I was wondering if somebody could help me out with solving the following:
Let $f(x)$ be an irreducible polynomial of degree $4$ with rational coefficients. Let $α$ be a root of $f$ , say in $\Bbb C$, and let $L = \Bbb Q(α)$.Let $K$ be the splitting field of $f(x)$ over $L$ (hence over $\Bbb Q$). Assume also that $L$ contains a quadratic subfield $L ⊃ M ⊃ Q$, where $M/Q$ is a degree $2$ extension. Assume further that $K$ properly contains $L$. Prove that in this case $K$ has degree $8$ over $Q$; determine the Galois group. (Hint: show that α solves a quadratic polynomial $g(x) ∈ M[x]$. How are $g$ and $f$ related?)
I have been able to show that $L$ over $M$ has degree $2$ as $L$ over $\Bbb Q$ has degree $4$, and $M$ over $Q$ has degree $2$. What is missing is to show $K$ over $L$ also has degree $2$. I know it must have degree $\geq 2$ as $L$ is a proper subfield of $K$. I also know why there is a polynomial $g$ of degree $2$ in $M[x]$ with $\alpha$ as a root (since degree of $L$ over $M$ is $2$, and $\alpha$ is in L hence $1, \alpha, \alpha^2$ forms a linearly dependent set hence solves a quadratic. Also I know that $g$ must be irreducible over $\Bbb Q$, as else $\alpha$ would be in $M$, contracting the degree of $L$ over $M$. So then I know $g$ divides $f$ in $M[x]$.

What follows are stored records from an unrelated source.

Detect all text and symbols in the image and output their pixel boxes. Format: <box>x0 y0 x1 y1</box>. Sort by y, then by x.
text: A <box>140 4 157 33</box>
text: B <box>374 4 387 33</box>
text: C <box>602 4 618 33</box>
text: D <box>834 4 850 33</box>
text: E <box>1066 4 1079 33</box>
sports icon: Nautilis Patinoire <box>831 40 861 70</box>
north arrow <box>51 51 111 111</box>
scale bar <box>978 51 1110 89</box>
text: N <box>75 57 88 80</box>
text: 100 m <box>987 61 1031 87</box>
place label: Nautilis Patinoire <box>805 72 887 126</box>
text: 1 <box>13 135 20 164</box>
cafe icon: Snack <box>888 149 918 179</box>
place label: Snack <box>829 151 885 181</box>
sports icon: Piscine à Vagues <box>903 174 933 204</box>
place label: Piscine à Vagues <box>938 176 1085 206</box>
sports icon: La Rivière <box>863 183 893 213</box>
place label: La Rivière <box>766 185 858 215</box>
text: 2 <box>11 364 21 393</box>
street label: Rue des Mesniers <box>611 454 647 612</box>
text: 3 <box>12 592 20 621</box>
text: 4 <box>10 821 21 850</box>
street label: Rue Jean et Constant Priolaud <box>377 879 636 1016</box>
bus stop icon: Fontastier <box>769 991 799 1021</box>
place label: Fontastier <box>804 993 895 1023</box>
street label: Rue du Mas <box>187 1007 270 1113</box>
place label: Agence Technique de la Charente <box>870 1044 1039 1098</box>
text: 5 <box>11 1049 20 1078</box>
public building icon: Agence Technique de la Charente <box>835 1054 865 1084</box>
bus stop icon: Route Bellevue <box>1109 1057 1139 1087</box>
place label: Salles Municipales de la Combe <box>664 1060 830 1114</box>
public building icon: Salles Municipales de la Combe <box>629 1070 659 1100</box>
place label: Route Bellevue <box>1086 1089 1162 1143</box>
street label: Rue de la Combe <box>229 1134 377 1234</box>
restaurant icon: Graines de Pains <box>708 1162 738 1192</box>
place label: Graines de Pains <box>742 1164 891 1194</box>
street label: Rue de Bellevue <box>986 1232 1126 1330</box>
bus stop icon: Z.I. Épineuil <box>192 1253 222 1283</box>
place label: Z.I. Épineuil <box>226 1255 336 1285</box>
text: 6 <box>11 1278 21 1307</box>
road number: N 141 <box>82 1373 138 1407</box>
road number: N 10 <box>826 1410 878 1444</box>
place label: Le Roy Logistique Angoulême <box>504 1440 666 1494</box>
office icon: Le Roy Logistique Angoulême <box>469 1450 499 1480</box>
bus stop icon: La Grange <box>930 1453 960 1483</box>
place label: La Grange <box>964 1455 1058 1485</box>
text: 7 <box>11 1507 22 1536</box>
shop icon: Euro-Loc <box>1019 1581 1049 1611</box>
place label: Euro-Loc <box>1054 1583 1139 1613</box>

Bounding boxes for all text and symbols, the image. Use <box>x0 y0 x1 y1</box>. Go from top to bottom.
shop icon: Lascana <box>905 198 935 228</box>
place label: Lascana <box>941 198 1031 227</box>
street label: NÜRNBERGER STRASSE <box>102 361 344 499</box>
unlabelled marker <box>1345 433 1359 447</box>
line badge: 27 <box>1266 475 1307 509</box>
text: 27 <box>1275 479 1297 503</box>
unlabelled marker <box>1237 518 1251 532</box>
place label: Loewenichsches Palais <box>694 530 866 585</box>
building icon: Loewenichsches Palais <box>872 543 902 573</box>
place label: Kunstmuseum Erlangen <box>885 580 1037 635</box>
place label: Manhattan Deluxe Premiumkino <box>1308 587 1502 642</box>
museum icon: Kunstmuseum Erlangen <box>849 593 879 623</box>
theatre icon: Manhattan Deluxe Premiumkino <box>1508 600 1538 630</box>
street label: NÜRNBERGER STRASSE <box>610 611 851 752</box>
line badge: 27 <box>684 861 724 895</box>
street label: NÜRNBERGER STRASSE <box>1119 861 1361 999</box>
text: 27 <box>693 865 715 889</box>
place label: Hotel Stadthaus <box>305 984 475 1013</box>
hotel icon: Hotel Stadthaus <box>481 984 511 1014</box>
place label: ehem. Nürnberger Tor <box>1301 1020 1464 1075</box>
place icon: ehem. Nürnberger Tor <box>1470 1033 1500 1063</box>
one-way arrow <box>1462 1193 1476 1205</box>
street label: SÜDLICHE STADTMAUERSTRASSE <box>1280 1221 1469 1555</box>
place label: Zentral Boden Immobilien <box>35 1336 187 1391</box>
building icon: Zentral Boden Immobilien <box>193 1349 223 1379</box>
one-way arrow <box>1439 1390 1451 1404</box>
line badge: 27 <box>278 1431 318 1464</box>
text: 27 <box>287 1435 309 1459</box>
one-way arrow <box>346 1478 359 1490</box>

Could anyone help me finish this problem and also confirm my arguments? Thanks in advance
If you know that $g$ divides $f$, we must have $f=gh$ say. $h$ cannot split over $L$, since $L$ is not the splitting field of $f$. Since $h$ is quadratic it splits over an extension of $L$ of degree 2, hence $[K:L]=8$ as you've got all 4 roots of $f$.